● Data section
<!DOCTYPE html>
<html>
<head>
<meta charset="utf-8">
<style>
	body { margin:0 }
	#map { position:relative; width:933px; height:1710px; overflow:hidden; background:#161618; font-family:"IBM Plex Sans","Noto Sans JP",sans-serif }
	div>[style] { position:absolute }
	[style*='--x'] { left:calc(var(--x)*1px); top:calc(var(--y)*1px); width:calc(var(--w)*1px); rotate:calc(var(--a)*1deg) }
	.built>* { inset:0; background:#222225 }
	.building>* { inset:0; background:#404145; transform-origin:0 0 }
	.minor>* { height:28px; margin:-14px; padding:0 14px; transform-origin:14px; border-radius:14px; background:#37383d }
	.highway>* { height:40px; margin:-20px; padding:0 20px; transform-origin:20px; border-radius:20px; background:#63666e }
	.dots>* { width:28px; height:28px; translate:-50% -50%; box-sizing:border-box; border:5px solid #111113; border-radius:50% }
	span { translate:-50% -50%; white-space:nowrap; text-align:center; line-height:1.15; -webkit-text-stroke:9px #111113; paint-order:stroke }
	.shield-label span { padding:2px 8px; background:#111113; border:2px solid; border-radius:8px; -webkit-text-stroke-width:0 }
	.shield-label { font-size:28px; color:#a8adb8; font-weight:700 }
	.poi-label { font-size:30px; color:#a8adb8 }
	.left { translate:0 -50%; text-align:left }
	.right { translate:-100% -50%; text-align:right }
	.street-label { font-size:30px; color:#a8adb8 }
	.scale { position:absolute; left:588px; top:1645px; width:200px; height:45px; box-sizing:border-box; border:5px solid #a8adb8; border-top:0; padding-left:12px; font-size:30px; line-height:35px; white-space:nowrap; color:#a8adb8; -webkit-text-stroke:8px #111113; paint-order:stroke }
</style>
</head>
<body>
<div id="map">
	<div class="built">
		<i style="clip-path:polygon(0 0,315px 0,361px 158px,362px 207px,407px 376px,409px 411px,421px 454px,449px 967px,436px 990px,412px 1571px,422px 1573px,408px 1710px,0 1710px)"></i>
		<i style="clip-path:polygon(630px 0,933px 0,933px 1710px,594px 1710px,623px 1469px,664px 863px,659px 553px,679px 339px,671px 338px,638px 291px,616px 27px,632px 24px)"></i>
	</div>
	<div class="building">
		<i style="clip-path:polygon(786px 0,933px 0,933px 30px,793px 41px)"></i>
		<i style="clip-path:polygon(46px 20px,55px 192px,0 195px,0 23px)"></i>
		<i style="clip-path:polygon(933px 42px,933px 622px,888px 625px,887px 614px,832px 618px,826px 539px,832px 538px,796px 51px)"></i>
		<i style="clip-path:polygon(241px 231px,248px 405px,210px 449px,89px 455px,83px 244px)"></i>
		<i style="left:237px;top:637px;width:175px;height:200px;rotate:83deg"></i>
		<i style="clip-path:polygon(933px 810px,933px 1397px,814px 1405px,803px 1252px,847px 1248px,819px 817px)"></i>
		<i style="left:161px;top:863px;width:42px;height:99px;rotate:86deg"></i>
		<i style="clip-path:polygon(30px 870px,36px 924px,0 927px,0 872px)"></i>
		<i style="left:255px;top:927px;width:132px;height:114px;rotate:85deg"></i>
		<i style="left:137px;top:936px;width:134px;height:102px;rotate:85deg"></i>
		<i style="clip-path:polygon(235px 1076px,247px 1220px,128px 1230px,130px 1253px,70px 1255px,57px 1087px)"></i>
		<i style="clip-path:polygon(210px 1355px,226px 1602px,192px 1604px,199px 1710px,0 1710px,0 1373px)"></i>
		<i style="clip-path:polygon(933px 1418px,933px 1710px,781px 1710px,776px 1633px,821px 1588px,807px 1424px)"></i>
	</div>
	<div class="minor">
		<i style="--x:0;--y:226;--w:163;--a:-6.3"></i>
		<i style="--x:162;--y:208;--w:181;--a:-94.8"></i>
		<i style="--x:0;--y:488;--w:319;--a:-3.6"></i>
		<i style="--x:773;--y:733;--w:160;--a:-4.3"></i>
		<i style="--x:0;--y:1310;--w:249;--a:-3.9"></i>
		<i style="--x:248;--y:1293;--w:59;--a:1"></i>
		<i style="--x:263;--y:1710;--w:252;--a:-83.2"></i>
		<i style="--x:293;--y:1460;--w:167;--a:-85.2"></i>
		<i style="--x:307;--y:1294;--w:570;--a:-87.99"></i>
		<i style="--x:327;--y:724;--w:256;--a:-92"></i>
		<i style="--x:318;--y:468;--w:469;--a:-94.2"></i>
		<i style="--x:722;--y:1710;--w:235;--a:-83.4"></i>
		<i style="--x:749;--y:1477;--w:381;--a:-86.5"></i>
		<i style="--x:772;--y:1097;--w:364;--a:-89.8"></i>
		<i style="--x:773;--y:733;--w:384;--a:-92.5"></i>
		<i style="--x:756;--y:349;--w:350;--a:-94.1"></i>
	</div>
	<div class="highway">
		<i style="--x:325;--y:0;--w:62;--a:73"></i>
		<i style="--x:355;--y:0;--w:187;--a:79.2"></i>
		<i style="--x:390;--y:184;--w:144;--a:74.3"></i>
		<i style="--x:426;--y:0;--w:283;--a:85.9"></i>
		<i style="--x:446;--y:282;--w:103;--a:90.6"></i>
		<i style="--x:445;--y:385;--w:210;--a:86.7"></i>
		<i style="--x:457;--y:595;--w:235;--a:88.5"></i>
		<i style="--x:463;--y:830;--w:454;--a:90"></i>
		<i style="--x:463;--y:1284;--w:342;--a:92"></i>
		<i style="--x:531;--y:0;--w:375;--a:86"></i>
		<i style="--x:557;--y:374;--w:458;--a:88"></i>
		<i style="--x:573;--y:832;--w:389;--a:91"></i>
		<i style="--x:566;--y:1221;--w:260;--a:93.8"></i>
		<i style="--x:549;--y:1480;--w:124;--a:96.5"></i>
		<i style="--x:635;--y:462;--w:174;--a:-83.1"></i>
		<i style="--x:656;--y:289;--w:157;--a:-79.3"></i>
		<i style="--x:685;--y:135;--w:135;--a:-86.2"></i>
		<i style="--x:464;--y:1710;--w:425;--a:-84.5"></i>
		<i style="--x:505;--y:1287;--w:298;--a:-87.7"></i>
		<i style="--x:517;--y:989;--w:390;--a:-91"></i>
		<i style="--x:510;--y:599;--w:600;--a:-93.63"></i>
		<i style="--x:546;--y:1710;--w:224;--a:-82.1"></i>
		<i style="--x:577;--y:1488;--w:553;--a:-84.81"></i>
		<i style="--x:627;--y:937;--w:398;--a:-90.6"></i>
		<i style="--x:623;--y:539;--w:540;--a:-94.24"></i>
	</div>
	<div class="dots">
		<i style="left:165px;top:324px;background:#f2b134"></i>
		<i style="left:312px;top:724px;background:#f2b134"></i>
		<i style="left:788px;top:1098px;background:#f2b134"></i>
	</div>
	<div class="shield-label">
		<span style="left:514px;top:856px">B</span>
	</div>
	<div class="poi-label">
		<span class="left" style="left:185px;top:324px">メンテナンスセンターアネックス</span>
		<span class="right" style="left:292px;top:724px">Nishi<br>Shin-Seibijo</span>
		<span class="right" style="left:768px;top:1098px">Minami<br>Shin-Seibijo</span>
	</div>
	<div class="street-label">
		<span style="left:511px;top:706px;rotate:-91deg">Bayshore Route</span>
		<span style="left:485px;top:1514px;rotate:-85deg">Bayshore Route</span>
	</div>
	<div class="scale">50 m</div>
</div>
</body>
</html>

● What you are asked to do
Exactly repeat the lines running from the top of the listing to the line bearing "width:28px; height:28px; translate:-50%", both of those lines included, and only them.

● Output
<!DOCTYPE html>
<html>
<head>
<meta charset="utf-8">
<style>
	body { margin:0 }
	#map { position:relative; width:933px; height:1710px; overflow:hidden; background:#161618; font-family:"IBM Plex Sans","Noto Sans JP",sans-serif }
	div>[style] { position:absolute }
	[style*='--x'] { left:calc(var(--x)*1px); top:calc(var(--y)*1px); width:calc(var(--w)*1px); rotate:calc(var(--a)*1deg) }
	.built>* { inset:0; background:#222225 }
	.building>* { inset:0; background:#404145; transform-origin:0 0 }
	.minor>* { height:28px; margin:-14px; padding:0 14px; transform-origin:14px; border-radius:14px; background:#37383d }
	.highway>* { height:40px; margin:-20px; padding:0 20px; transform-origin:20px; border-radius:20px; background:#63666e }
	.dots>* { width:28px; height:28px; translate:-50% -50%; box-sizing:border-box; border:5px solid #111113; border-radius:50% }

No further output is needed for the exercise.